> [Assignment]:
Report every line of the listing below in which the string "fabs" occurs.

> [Records for this task]:

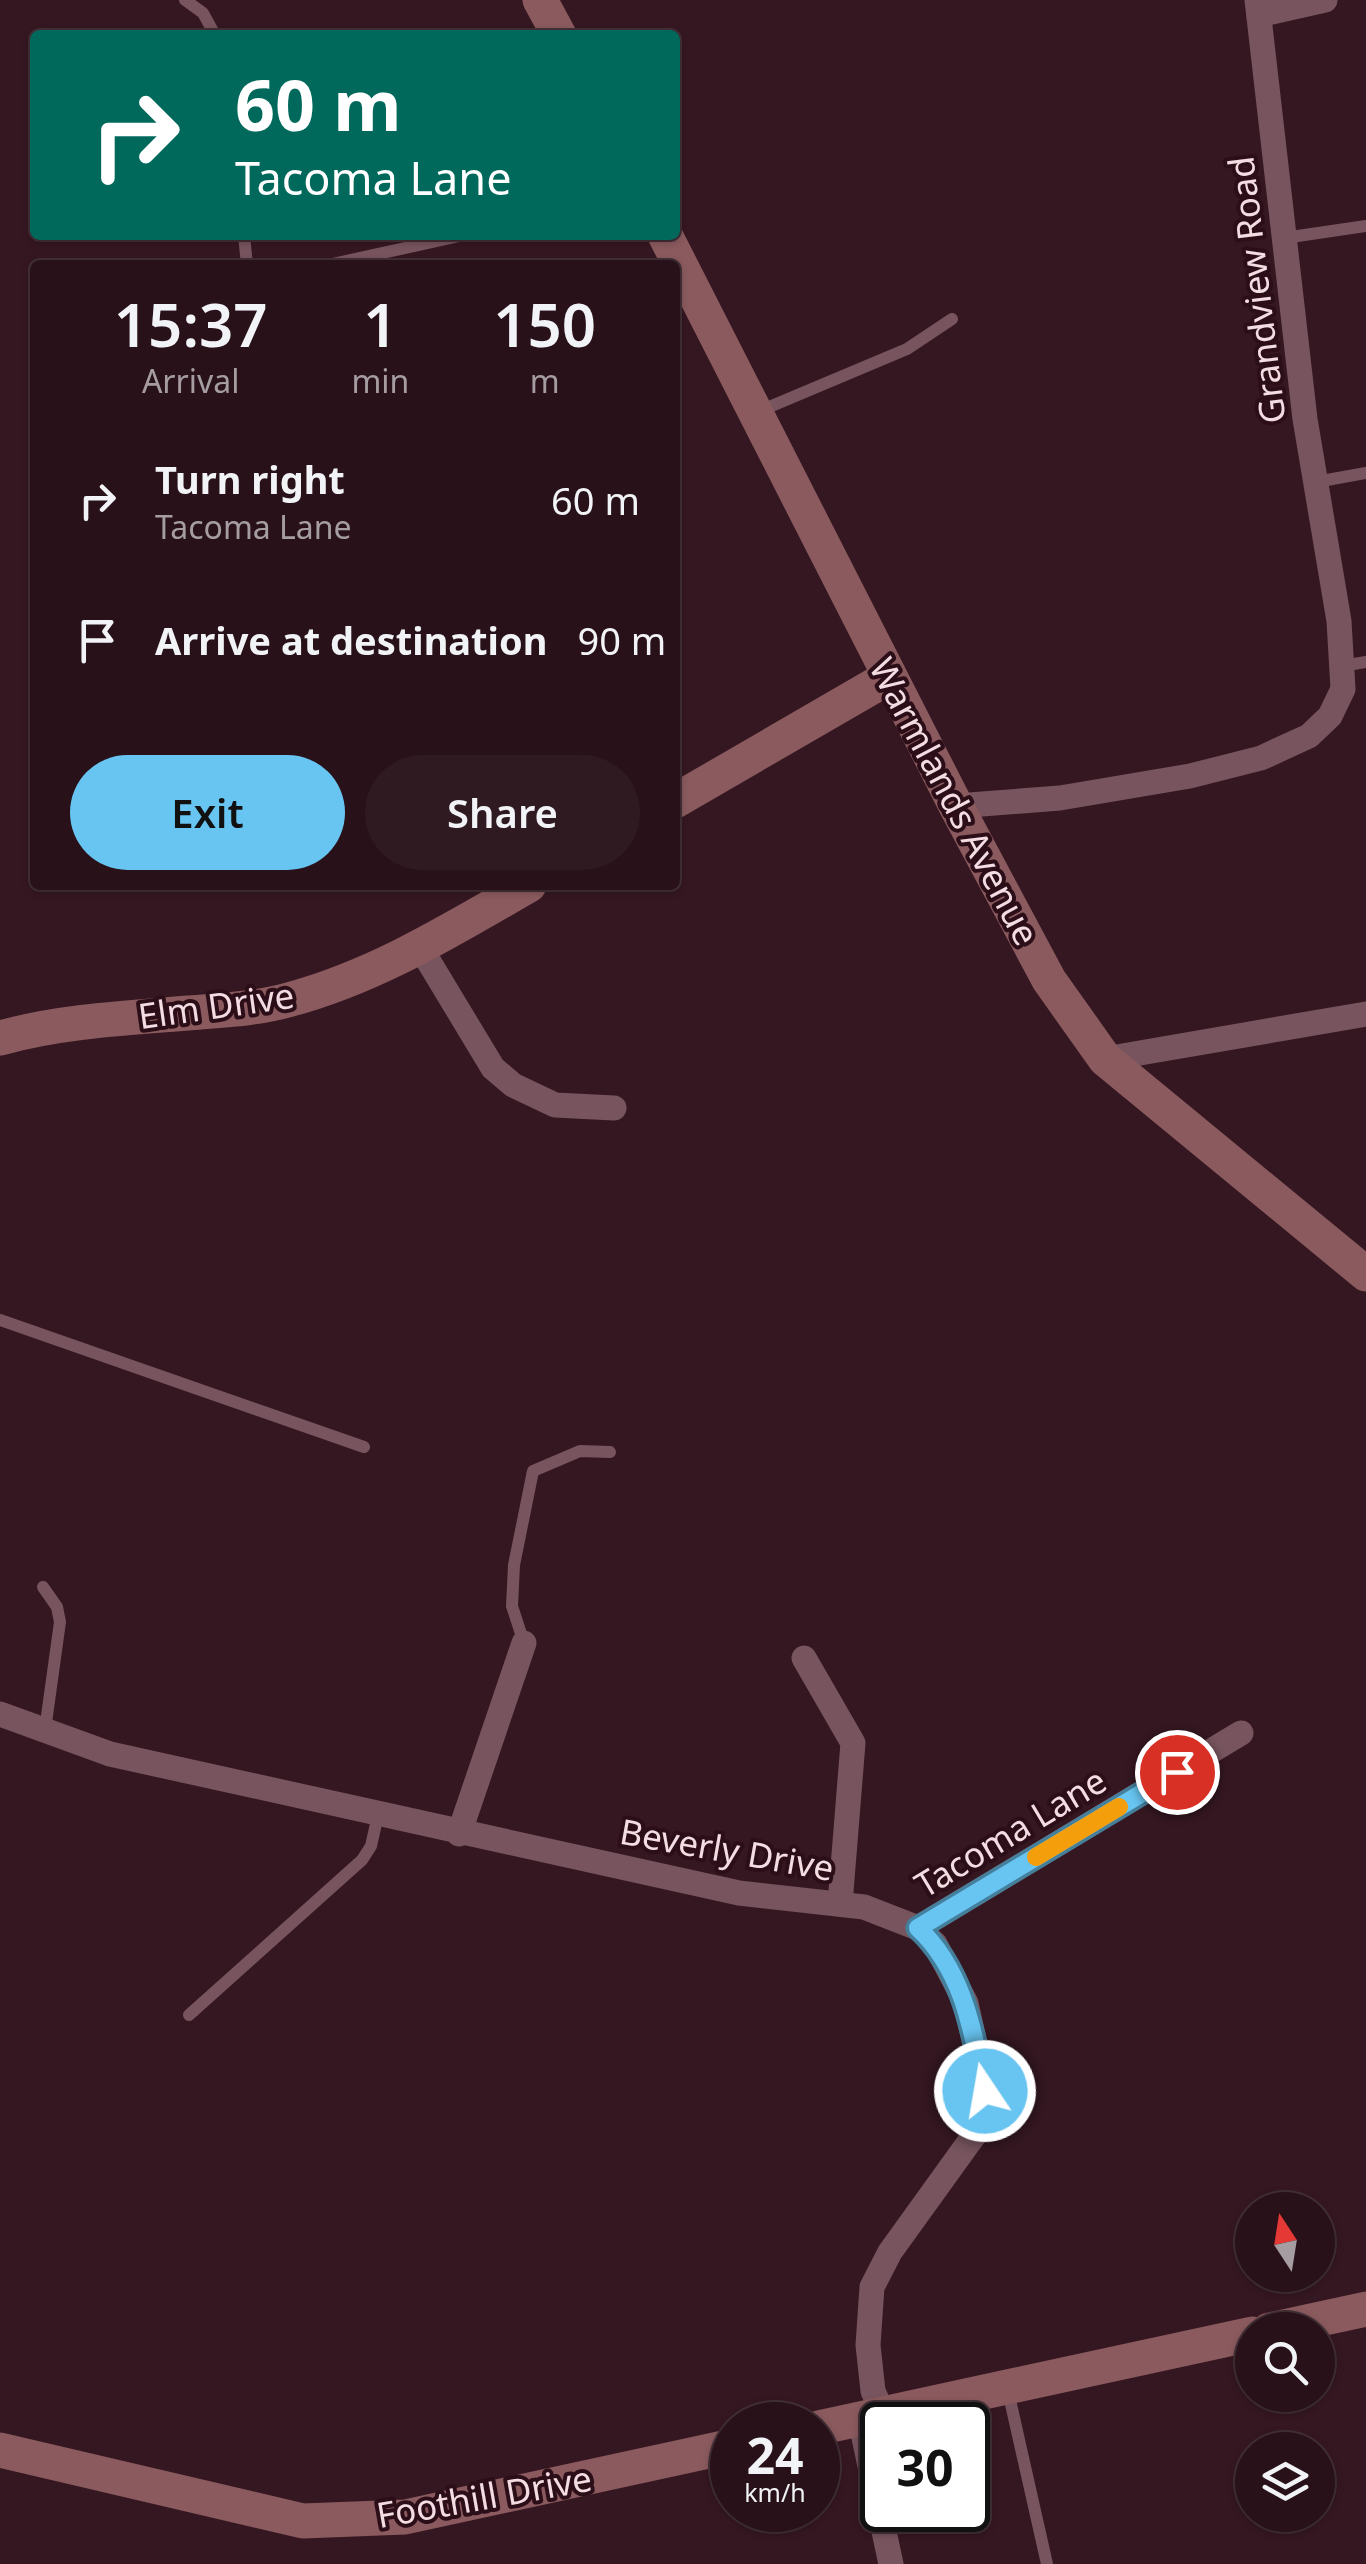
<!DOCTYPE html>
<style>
body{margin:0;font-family:"Noto Sans",sans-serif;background:#301a22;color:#f1f3f6;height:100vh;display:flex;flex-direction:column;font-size:38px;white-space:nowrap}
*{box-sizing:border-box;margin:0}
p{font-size:32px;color:#a59da2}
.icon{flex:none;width:55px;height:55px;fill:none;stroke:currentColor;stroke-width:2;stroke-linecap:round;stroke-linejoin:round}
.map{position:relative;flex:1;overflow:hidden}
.sheet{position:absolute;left:30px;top:260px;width:650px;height:630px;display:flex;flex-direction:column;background:#281119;border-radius:10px;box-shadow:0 2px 8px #0004,0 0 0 2px #443138}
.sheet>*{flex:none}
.guide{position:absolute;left:30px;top:30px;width:650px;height:210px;border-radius:10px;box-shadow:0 2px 8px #0004,0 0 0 2px #443138;background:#00695c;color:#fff;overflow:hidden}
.needle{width:65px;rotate:348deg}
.fabs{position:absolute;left:1235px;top:2192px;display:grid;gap:20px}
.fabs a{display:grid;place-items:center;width:100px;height:100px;border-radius:50%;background:#281119;box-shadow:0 2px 8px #0004,0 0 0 2px #443138;font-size:50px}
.speed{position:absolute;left:710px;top:2402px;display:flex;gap:20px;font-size:50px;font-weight:700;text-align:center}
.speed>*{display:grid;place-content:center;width:130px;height:130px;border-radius:50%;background:#281119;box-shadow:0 2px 8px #0004,0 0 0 2px #443138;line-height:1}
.speed small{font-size:25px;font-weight:400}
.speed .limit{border:5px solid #111;border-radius:15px;background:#fff;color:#111}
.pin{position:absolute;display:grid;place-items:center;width:85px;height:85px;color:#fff;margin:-42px;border:5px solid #fff;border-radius:50%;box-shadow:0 2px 10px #0007}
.me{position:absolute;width:110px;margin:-55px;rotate:348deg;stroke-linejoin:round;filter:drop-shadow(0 0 8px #0008)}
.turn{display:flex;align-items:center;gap:35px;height:210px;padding:0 40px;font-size:45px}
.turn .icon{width:130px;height:130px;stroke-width:2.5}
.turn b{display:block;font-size:70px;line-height:85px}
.eta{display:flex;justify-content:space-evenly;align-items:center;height:170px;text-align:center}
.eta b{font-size:60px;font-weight:600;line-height:70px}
.action{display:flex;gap:20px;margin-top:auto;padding:20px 40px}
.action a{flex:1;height:115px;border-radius:60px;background:#68c4f0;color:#111;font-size:40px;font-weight:600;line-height:115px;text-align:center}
.action a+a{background:#301a22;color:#f1f3f6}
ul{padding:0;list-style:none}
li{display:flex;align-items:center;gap:30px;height:140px;padding:0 40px}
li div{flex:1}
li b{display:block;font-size:38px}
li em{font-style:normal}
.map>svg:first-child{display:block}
</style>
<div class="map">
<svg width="1366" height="2564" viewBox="0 0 1366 2564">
<rect width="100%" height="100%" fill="#351721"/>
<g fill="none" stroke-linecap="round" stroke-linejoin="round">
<g stroke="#77545e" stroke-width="12">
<polyline points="185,0 203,13 215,35"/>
<polyline points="244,235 247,265"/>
<polyline points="1284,238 1366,226"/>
<polyline points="328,265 464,235"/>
<polyline points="757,412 907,349 952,319"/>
<polyline points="1316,482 1366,473"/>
<polyline points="1342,666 1366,662"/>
<polyline points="0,1320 364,1447"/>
<polyline points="43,1587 57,1607 60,1622 45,1730"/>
<polyline points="524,1643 512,1606 514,1565 533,1471 580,1451 610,1452"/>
<polyline points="189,2015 362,1860 371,1846 378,1815"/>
<polyline points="1008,2391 1047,2564"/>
</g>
<g stroke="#77545e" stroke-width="25">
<polyline points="1259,15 1325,0"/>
<polyline points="956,806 1060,798 1190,776 1261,758 1309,736 1330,716 1343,689 1339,621 1305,419 1257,0"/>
<polyline points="420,947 493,1068 513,1085 555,1105 614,1108"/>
<polyline points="1105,1059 1366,1014"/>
<polyline points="804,1658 853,1743 840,1904"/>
<polyline points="0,1714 110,1754 739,1893 864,1907 918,1928 935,1944 966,2003 985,2091 975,2134 890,2252 872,2287 868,2345 873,2391 883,2414"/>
<polyline points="459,1834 524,1643"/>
<polyline points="918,1928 1241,1733"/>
<polyline points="860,2419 891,2564"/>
</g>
<g stroke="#8a5a5e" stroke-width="35">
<polyline points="540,0 559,35"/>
<polyline points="665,235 956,806 1049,980 1105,1059 1366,1274"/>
<polyline points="675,801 889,677"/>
<path d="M0,1038C62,1021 126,1018 189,1013C222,1010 256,1009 288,1000C375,977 451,930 529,885"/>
<polyline points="1269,2330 1366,2309"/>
<polyline points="818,2428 1252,2334"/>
<polyline points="0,2450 303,2521 405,2517 732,2446"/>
</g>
</g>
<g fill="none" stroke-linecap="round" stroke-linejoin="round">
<g stroke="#447f9c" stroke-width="25">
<path id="route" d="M985,2091C973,2033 964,1971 918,1928L1177,1772"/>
</g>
<use href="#route" stroke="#68c4f0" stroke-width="18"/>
<polyline stroke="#f59e0b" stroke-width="18" points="1036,1857 1119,1807"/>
</g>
<g text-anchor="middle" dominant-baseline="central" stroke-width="8" stroke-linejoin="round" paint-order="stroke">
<g font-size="35" fill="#f3dde2" stroke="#2b0e18">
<text transform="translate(1256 290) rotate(-97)">Grandview Road</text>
<text transform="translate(955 801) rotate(62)">Warmlands Avenue</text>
<text transform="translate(216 1005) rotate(-8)">Elm Drive</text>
<text transform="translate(1010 1832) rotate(-31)">Tacoma Lane</text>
<text transform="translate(727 1849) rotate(10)">Beverly Drive</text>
<text transform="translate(484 2496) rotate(-10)">Foothill Drive</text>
</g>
</g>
</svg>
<div class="fabs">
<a><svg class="needle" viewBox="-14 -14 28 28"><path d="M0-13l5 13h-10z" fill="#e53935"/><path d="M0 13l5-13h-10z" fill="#a59da2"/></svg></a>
<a><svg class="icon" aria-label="search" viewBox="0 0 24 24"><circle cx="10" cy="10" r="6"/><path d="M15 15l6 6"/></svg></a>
<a><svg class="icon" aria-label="layers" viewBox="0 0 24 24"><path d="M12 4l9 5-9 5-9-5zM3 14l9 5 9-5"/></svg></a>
</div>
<div class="speed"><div>24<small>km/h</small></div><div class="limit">30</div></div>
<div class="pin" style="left:1177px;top:1772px;background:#d93025"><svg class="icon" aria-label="arrive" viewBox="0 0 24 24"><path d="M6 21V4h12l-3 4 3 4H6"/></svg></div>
<svg class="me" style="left:985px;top:2091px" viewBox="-20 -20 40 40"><circle r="17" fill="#68c4f0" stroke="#fff" stroke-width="3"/><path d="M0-11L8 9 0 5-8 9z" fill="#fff"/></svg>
<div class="guide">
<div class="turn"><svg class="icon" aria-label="right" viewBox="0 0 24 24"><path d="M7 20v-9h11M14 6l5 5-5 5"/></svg><div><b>60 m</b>Tacoma Lane</div></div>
</div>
<section class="sheet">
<div class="eta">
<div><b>15:37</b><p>Arrival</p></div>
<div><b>1</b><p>min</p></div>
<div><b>150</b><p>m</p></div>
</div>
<ul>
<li><svg class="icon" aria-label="right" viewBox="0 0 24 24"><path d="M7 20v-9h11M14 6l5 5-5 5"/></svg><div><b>Turn right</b><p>Tacoma Lane</p></div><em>60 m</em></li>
<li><svg class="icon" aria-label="arrive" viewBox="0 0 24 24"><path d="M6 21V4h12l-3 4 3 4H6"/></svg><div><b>Arrive at destination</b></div><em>90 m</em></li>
</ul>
<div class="action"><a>Exit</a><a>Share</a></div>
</section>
</div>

> [Your response]:
.fabs{position:absolute;left:1235px;top:2192px;display:grid;gap:20px}
.fabs a{display:grid;place-items:center;width:100px;height:100px;border-radius:50%;background:#281119;box-shadow:0 2px 8px #0004,0 0 0 2px #443138;font-size:50px}
<div class="fabs">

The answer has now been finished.